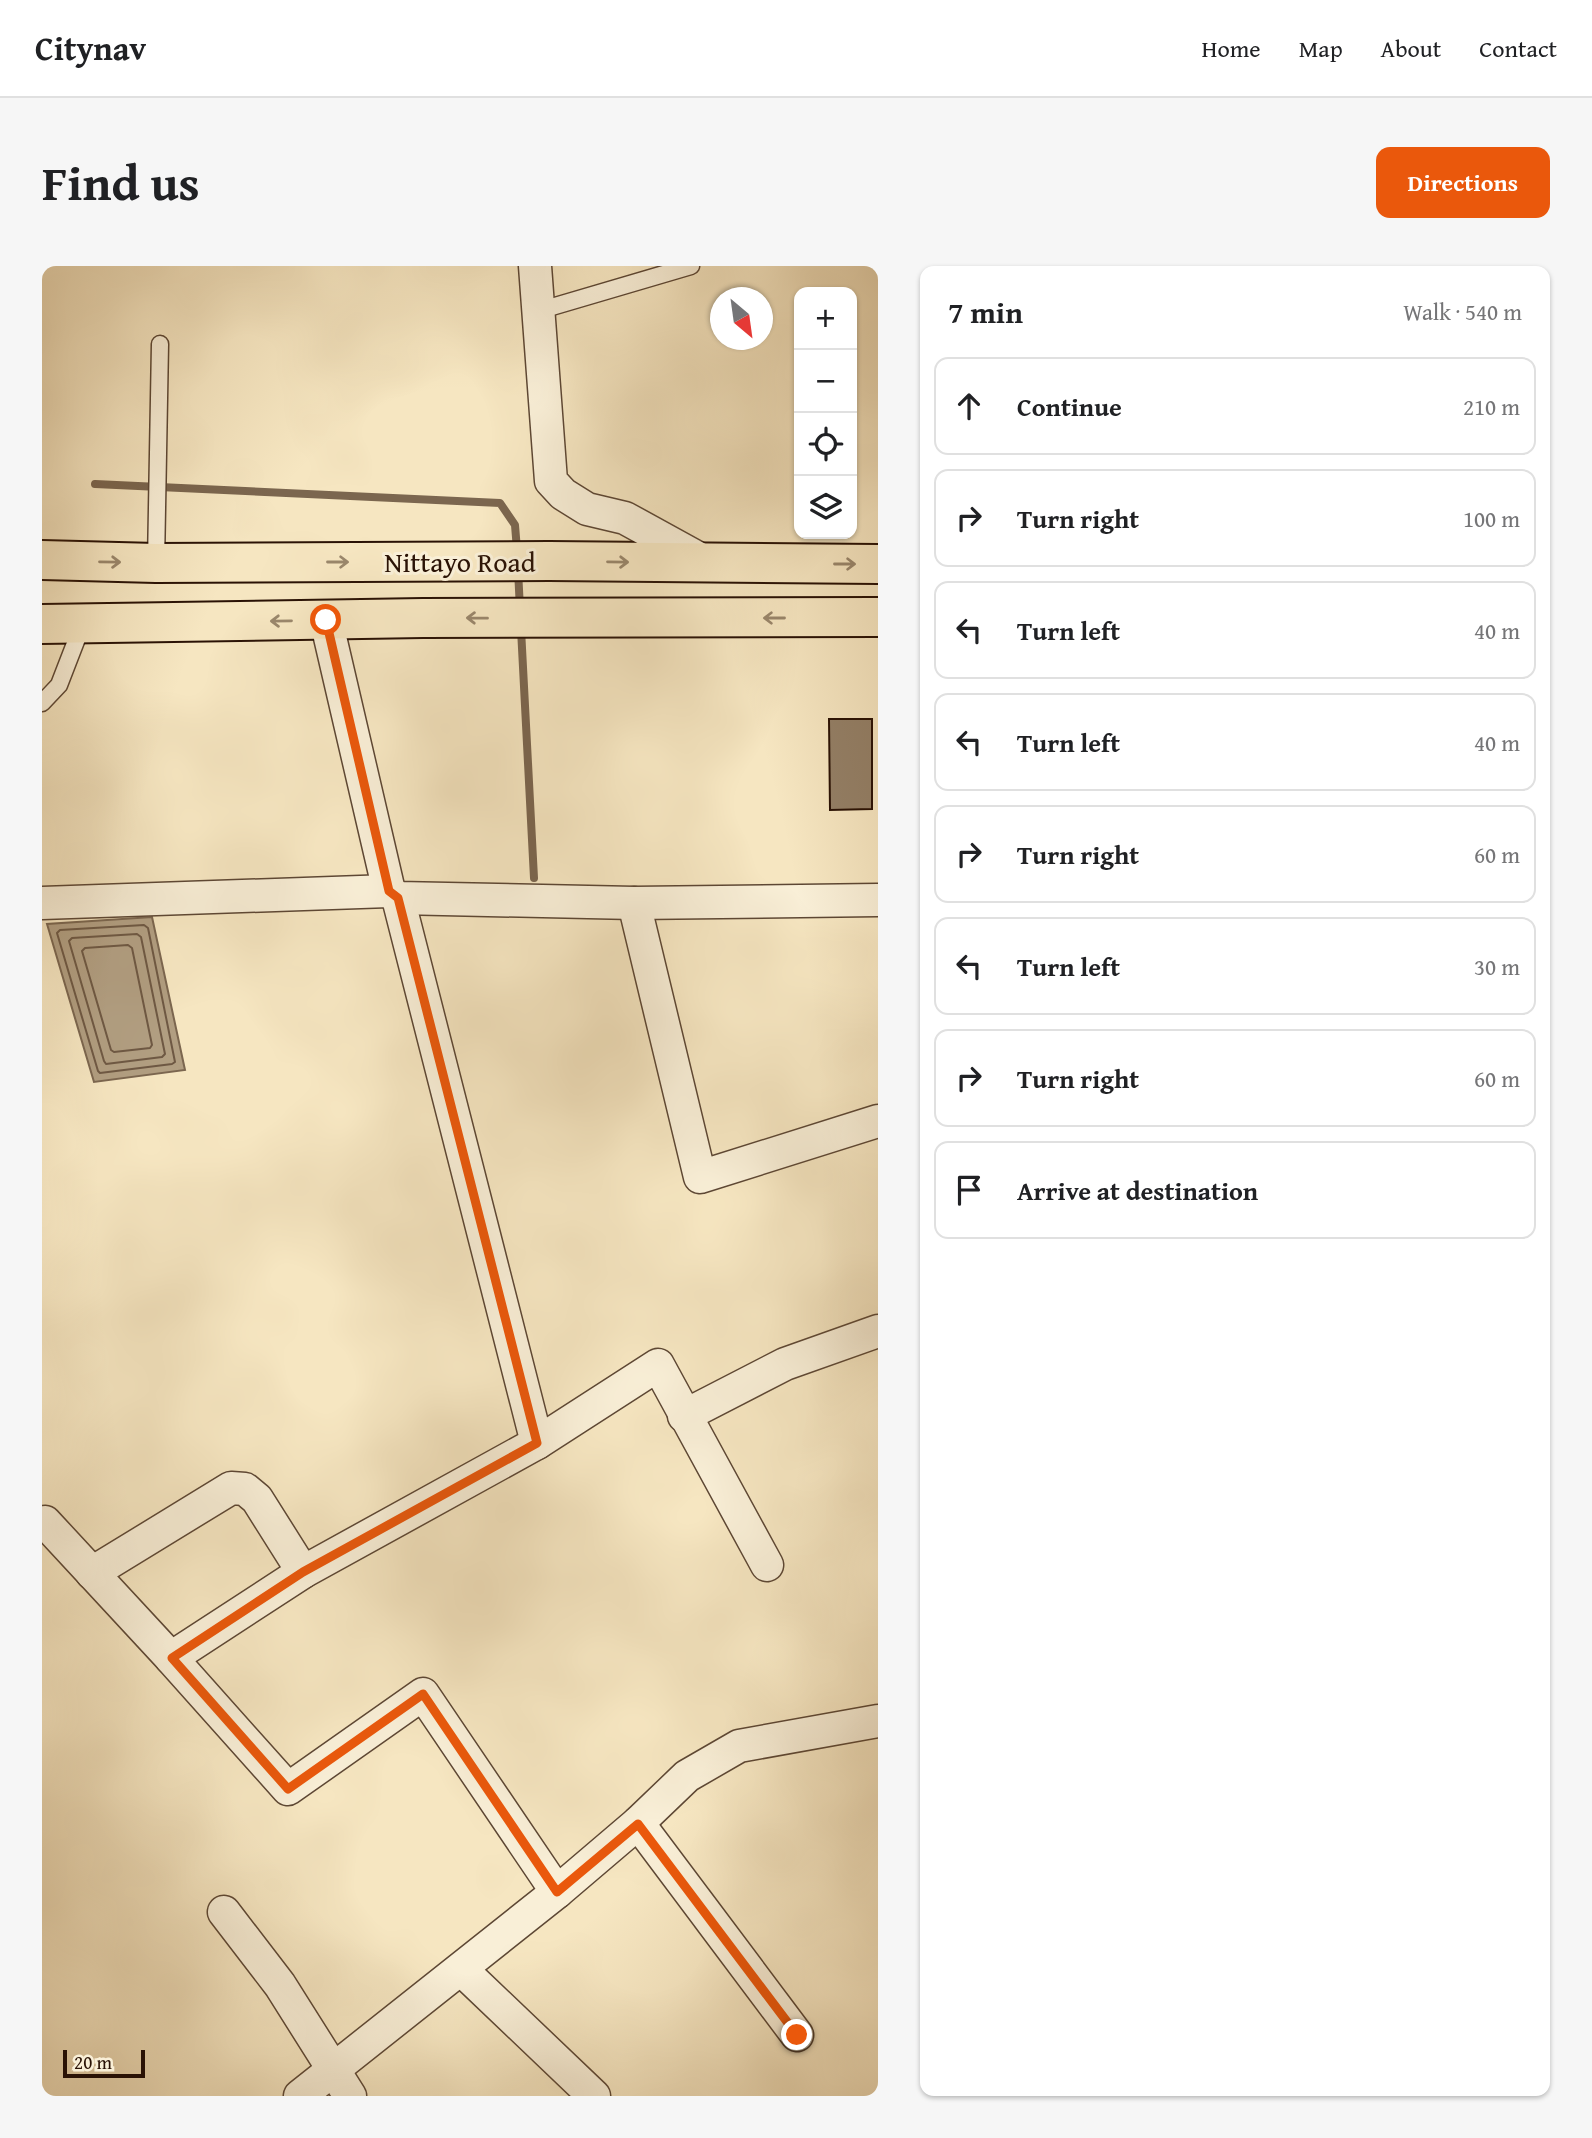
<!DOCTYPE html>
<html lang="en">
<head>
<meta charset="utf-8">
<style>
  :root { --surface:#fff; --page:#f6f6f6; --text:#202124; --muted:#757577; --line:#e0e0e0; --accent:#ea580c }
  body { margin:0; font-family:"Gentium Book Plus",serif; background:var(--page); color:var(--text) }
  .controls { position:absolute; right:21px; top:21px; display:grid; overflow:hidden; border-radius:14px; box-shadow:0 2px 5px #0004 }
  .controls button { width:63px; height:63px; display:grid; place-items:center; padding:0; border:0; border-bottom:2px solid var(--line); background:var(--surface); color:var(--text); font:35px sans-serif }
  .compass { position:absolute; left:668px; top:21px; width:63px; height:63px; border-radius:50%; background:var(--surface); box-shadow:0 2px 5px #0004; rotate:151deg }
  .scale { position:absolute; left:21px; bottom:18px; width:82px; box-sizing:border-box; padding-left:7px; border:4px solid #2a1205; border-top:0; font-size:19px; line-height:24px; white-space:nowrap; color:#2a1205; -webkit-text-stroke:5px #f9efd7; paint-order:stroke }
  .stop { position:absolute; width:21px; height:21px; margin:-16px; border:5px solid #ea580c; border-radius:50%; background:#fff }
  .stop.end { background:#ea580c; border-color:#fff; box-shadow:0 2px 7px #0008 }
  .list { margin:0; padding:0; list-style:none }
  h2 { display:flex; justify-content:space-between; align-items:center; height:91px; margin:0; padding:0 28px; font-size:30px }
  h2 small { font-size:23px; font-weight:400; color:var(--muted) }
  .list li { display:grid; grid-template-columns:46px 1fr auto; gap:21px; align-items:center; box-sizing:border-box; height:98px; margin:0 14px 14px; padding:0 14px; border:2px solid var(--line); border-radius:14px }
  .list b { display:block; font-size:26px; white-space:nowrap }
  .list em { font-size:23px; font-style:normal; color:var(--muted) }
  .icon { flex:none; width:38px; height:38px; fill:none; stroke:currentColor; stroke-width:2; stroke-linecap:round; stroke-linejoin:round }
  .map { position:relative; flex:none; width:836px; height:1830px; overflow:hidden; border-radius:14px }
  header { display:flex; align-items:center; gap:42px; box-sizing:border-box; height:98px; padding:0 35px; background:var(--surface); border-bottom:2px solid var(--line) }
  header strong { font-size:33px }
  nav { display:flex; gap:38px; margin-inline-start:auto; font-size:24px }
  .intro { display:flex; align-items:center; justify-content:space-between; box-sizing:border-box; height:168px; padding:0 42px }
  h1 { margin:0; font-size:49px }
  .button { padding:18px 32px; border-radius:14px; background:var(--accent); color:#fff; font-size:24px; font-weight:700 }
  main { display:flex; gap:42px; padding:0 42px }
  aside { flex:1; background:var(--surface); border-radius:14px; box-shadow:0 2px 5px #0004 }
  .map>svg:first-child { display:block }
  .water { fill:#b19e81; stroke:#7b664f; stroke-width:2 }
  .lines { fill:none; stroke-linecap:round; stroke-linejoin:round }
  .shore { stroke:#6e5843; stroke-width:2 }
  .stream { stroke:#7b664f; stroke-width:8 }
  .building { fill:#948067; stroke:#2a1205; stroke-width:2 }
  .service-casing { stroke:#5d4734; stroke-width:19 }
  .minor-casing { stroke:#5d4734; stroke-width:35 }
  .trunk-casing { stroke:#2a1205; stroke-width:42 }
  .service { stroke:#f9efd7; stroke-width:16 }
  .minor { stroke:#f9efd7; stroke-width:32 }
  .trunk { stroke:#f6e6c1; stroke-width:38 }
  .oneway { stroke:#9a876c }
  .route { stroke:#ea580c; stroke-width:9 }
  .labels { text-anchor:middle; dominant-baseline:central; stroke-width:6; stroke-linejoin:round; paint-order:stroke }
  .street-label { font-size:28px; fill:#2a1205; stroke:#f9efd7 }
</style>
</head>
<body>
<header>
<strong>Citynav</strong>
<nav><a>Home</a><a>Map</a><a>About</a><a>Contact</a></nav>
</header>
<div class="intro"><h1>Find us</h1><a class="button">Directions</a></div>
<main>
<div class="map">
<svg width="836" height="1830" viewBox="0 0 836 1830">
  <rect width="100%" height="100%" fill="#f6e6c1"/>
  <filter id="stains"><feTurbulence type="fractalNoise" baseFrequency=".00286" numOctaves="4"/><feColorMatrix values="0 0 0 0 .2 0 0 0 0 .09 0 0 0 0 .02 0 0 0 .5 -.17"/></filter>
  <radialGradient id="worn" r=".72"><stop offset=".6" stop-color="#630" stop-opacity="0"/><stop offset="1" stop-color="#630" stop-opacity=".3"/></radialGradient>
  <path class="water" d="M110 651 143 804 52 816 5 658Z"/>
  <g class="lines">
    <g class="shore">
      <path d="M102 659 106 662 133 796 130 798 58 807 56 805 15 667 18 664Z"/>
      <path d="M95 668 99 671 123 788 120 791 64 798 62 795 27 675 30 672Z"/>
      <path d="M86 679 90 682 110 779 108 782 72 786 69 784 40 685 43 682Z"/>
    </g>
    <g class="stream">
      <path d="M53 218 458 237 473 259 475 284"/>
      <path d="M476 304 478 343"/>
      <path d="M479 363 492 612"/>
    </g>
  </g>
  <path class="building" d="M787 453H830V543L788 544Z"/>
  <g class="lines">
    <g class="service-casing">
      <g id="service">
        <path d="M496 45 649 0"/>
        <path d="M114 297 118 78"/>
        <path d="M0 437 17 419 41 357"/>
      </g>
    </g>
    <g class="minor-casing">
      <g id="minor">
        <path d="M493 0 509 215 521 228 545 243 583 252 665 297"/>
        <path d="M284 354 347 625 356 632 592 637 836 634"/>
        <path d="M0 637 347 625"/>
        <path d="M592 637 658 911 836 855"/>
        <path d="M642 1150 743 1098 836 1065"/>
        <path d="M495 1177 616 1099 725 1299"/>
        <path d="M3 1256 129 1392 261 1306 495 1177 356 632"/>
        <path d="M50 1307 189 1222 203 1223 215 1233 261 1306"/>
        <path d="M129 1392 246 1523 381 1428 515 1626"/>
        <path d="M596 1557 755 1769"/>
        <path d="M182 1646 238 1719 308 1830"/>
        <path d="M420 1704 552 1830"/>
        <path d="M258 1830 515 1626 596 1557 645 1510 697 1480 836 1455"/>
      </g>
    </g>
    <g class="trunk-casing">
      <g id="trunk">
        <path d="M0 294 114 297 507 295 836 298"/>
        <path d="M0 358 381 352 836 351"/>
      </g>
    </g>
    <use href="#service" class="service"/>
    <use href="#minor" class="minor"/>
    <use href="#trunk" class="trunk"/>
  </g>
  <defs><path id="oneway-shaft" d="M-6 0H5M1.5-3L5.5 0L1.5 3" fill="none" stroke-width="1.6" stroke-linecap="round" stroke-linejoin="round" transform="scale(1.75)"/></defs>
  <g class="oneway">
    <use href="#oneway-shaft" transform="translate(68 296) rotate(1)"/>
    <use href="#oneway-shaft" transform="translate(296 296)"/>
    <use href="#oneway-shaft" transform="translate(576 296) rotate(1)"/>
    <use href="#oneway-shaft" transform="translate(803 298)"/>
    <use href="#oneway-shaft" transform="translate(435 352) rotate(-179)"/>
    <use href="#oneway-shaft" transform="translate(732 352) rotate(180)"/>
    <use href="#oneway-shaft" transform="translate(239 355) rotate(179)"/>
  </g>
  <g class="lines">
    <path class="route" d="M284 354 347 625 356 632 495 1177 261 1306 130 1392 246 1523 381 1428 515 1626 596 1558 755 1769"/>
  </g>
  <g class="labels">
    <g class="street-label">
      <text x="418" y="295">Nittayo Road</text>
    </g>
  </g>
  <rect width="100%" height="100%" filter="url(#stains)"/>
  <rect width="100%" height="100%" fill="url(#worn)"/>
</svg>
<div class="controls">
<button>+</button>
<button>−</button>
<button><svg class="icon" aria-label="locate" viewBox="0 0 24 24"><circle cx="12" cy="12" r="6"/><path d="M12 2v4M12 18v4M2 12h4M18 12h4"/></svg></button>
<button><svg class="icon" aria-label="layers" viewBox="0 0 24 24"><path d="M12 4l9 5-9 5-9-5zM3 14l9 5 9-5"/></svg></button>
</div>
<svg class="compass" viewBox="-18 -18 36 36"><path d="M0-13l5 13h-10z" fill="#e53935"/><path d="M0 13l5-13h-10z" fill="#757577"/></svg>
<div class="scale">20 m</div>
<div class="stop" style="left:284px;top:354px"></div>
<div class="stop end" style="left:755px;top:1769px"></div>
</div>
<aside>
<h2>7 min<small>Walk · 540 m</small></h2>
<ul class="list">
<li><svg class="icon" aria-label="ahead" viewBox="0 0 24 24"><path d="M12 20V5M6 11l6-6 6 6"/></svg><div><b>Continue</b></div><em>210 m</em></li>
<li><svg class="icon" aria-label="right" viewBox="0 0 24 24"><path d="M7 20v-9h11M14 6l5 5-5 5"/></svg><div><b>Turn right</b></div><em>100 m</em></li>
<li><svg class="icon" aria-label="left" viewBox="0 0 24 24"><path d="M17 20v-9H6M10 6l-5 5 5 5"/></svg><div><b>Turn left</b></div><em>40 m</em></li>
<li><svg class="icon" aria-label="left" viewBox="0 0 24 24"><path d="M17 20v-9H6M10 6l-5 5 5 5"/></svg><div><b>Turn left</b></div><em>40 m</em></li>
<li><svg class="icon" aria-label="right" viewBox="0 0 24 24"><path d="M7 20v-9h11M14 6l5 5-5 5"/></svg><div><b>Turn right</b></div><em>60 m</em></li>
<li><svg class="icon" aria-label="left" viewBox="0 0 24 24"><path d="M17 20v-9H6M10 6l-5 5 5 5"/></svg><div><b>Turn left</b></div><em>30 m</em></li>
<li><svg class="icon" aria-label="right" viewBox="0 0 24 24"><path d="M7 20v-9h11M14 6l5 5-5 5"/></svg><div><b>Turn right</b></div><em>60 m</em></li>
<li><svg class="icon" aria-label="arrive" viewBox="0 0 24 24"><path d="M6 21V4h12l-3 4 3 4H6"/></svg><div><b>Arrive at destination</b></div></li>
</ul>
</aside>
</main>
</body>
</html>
★ ★ ★ ★
What is expected: What should be set down is every line from the opening of the records through the line that contains "position:absolute; width:21px; height:21px;", exactly, with pictures left out.

Problem solution:
<!DOCTYPE html>
<html lang="en">
<head>
<meta charset="utf-8">
<style>
  :root { --surface:#fff; --page:#f6f6f6; --text:#202124; --muted:#757577; --line:#e0e0e0; --accent:#ea580c }
  body { margin:0; font-family:"Gentium Book Plus",serif; background:var(--page); color:var(--text) }
  .controls { position:absolute; right:21px; top:21px; display:grid; overflow:hidden; border-radius:14px; box-shadow:0 2px 5px #0004 }
  .controls button { width:63px; height:63px; display:grid; place-items:center; padding:0; border:0; border-bottom:2px solid var(--line); background:var(--surface); color:var(--text); font:35px sans-serif }
  .compass { position:absolute; left:668px; top:21px; width:63px; height:63px; border-radius:50%; background:var(--surface); box-shadow:0 2px 5px #0004; rotate:151deg }
  .scale { position:absolute; left:21px; bottom:18px; width:82px; box-sizing:border-box; padding-left:7px; border:4px solid #2a1205; border-top:0; font-size:19px; line-height:24px; white-space:nowrap; color:#2a1205; -webkit-text-stroke:5px #f9efd7; paint-order:stroke }
  .stop { position:absolute; width:21px; height:21px; margin:-16px; border:5px solid #ea580c; border-radius:50%; background:#fff }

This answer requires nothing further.